No need for international school or Private Gymnasium..


----------



## ALKB

Turkglocal said:


> Hi all, we will be moving to Munich from Sydney. I have 2 children (age 7 and 12) and I am bit worry for my 12 years old because both children and I speak NO German (only hubby B2 level). We have the intention of enrolling both girls public school system but.. I am worried that they will be having a hard time due to language barrier (incl. me and my 12 years old) I have no idea which suburbs/town of Munich has good public schools so we rent our place in that specific area !!!? I would like to find out
> 
> 1- Any area(name please) that you recommend us to consider surrounding of Munich ( husband workplace will be in central Munich)
> 
> 2- Your thoughts of the school system ( my kids only speak English and we have no intention of sending my 12 years to Gymnasium road ! She is a creative person would like to study fashion design) and I wonder pros n cons public school versus international school (so far my understanding international schools provide English and German language and putting my 12 years into a public system with zero Germans will be 'throwing her into the deep end' ) All advice and tips appreciated!

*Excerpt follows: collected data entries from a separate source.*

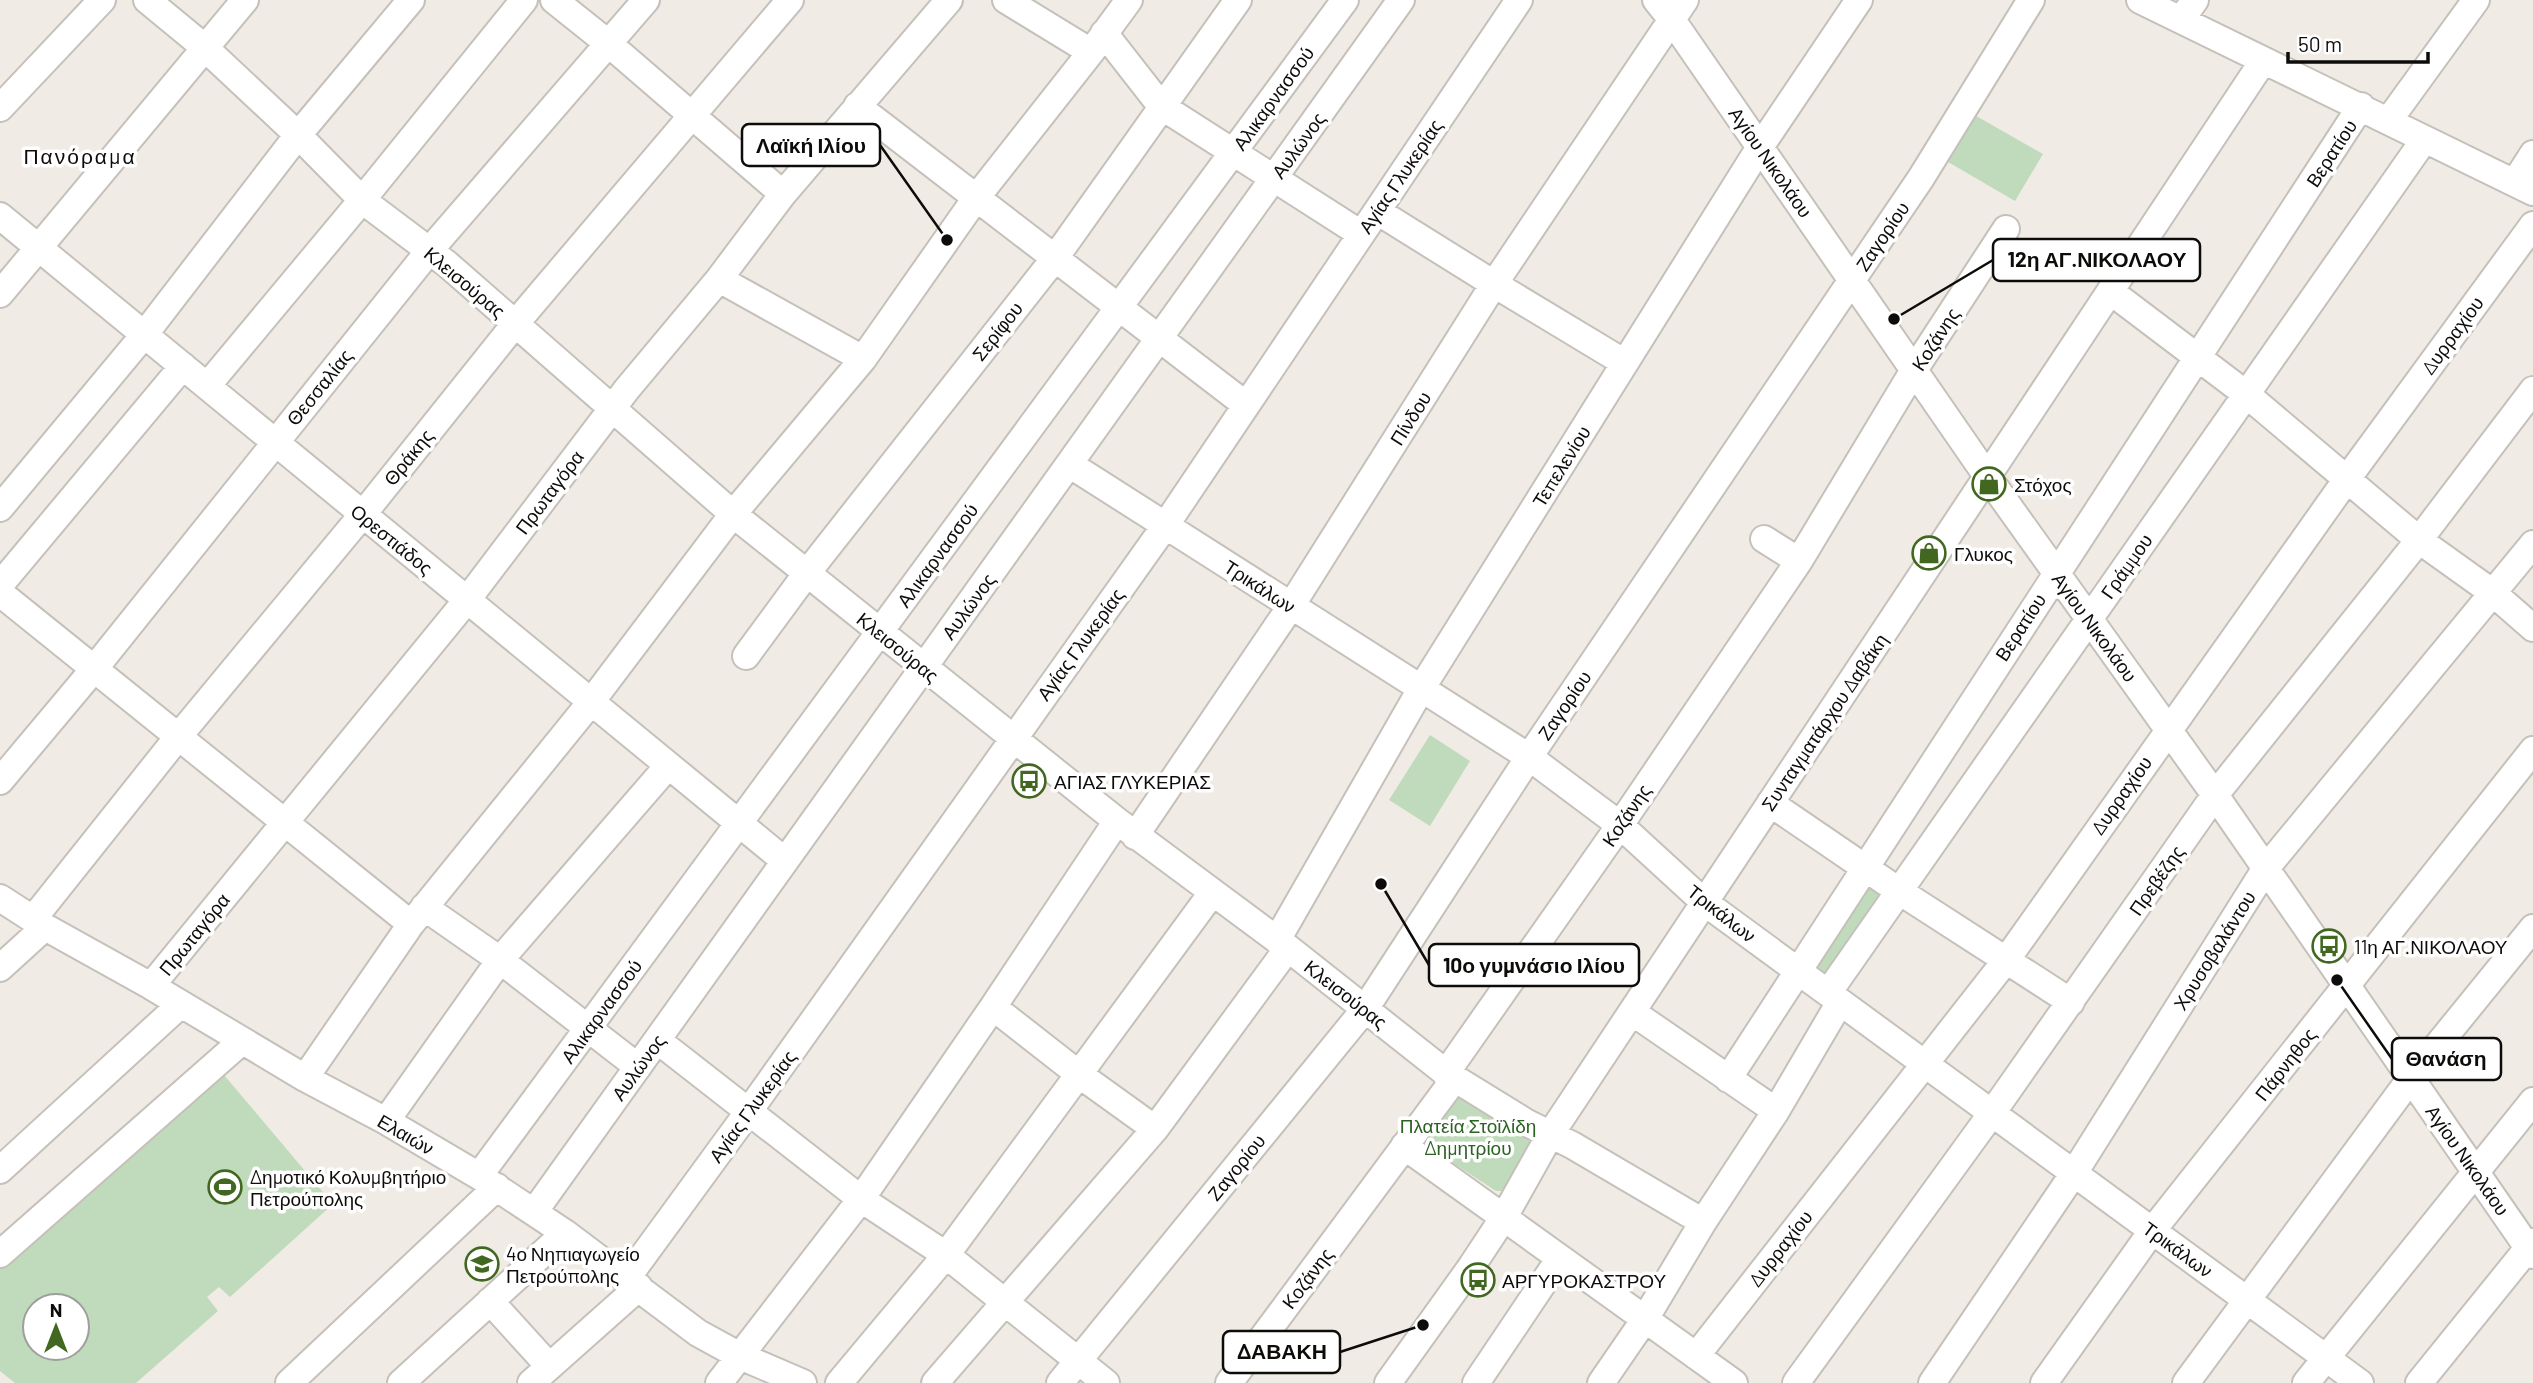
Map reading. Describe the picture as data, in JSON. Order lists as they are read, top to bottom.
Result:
{
  "streets": {
    "street": [
      "Αλικαρνασσού",
      "Αυλώνος",
      "Βερατίου",
      "Αγίου Νικολάου",
      "Αγίας Γλυκερίας",
      "Ζαγορίου",
      "Κλεισούρας",
      "Σερίφου",
      "Δυρραχίου",
      "Κοζάνης",
      "Θεσσαλίας",
      "Πίνδου",
      "Θράκης",
      "Τεπελενίου",
      "Πρωταγόρα",
      "Ορεστιάδος",
      "Γράμμου",
      "Τρικάλων",
      "Συνταγματάρχου Δαβάκη",
      "Πρεβέζης",
      "Χρυσοβαλάντου",
      "Πάρνηθος",
      "Ελαιών"
    ]
  },
  "crossings": [
    ["Αλικαρνασσού", "Κλεισούρας"],
    ["Αλικαρνασσού", "Ορεστιάδος"],
    ["Αλικαρνασσού", "Ελαιών"],
    ["Αυλώνος", "Κλεισούρας"],
    ["Αυλώνος", "Ορεστιάδος"],
    ["Αυλώνος", "Τρικάλων"],
    ["Αυλώνος", "Ελαιών"],
    ["Βερατίου", "Αγίου Νικολάου"],
    ["Βερατίου", "Τρικάλων"],
    ["Αγίου Νικολάου", "Ζαγορίου"],
    ["Αγίου Νικολάου", "Δυρραχίου"],
    ["Αγίου Νικολάου", "Κοζάνης"],
    ["Αγίου Νικολάου", "Πίνδου"],
    ["Αγίου Νικολάου", "Τεπελενίου"],
    ["Αγίου Νικολάου", "Γράμμου"],
    ["Αγίου Νικολάου", "Συνταγματάρχου Δαβάκη"],
    ["Αγίου Νικολάου", "Πρεβέζης"],
    ["Αγίου Νικολάου", "Χρυσοβαλάντου"],
    ["Αγίου Νικολάου", "Πάρνηθος"],
    ["Αγίας Γλυκερίας", "Κλεισούρας"],
    ["Αγίας Γλυκερίας", "Τρικάλων"],
    ["Αγίας Γλυκερίας", "Ελαιών"],
    ["Ζαγορίου", "Κλεισούρας"],
    ["Ζαγορίου", "Τρικάλων"],
    ["Κλεισούρας", "Σερίφου"],
    ["Κλεισούρας", "Κοζάνης"],
    ["Κλεισούρας", "Θεσσαλίας"],
    ["Κλεισούρας", "Πίνδου"],
    ["Κλεισούρας", "Θράκης"],
    ["Κλεισούρας", "Τεπελενίου"],
    ["Κλεισούρας", "Πρωταγόρα"],
    ["Κλεισούρας", "Γράμμου"],
    ["Κλεισούρας", "Συνταγματάρχου Δαβάκη"],
    ["Δυρραχίου", "Τρικάλων"],
    ["Κοζάνης", "Τρικάλων"],
    ["Θεσσαλίας", "Ορεστιάδος"],
    ["Πίνδου", "Τρικάλων"],
    ["Πίνδου", "Ελαιών"],
    ["Θράκης", "Ορεστιάδος"],
    ["Θράκης", "Ελαιών"],
    ["Τεπελενίου", "Τρικάλων"],
    ["Πρωταγόρα", "Ορεστιάδος"],
    ["Πρωταγόρα", "Ελαιών"],
    ["Γράμμου", "Τρικάλων"],
    ["Τρικάλων", "Συνταγματάρχου Δαβάκη"],
    ["Τρικάλων", "Πρεβέζης"],
    ["Τρικάλων", "Χρυσοβαλάντου"],
    ["Τρικάλων", "Πάρνηθος"]
  ],
  "districts": ["Πανόραμα"],
  "parks": ["Πλατεία Στοϊλίδη Δημητρίου"],
  "places": {
    "other": [
      "Λαϊκή Ιλίου",
      "12η ΑΓ.ΝΙΚΟΛΑΟΥ",
      "10ο γυμνάσιο Ιλίου",
      "Θανάση",
      "ΔΑΒΑΚΗ"
    ],
    "shop": ["Στόχος", "Γλυκος"],
    "bus stop": ["ΑΓΙΑΣ ΓΛΥΚΕΡΙΑΣ", "11η ΑΓ.ΝΙΚΟΛΑΟΥ", "ΑΡΓΥΡΟΚΑΣΤΡΟΥ"],
    "sports": ["Δημοτικό Κολυμβητήριο Πετρούπολης"],
    "school or university": ["4ο Νηπιαγωγείο Πετρούπολης"]
  },
  "scale_bar": "50 m",
  "north": "top"
}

Is this a long term move or just for a few years?


----------



## *Sunshine*

Turkglocal said:


> 2- Your thoughts of the school system ( my kids only speak English and we have no intention of sending my 12 years to Gymnasium road ! She is a creative person would like to study fashion design) and I wonder pros n cons public school versus international school (so far my understanding international schools provide English and German language and putting my 12 years into a public system with zero Germans will be 'throwing her into the deep end' ) All advice and tips appreciated!


How many languages does your daughter already speak? Has she already started learning German online? Just being on German soil is not going to miraculously make it possible for her to start speaking German. 

The school system was already overwhelmed before the pandemic and you need to find a school that not only has a language programme for foreign children who don't speak any German, but has also adapted it for the pandemic. Your husband and his B2 German is not going to be enough.


----------



## Nononymous

A 7-year-old will likely be fine going into local public school as long as they have some support. I'm not sure how the system works in Bavaria but be aware that the selection for Gymnasium stream can start pretty early, so expect some stress if they are struggling to get up to speed with German.

Putting a 12-year-old with no German into a public school would be cruel and doomed to failure unless they have an exceptional talent for learning languages. Though it's been a quite a few years now since we had a child in a German school (for a semester only, and with good German), some thoughts:

1. German schools were never particularly good at teaching and integrating children without German as a first language. (Canada is quite good at this; Germany comparatively bad.)

2. The influx of refugee children in 2015/16 put serious strains on the system.

3. Presumably the pandemic has made it all worse.

If you did find a place in a public program for non-German speakers, I expect it would not be Gymnasium leading to the Abitur, but I'm just guessing here. You would be far better off looking for a private international school with instruction primarily in English, but these are not cheap.


----------



## *Sunshine*

Nononymous said:


> 1. German schools were never particularly good at teaching and integrating children without German as a first language. (Canada is quite good at this; Germany comparatively bad.)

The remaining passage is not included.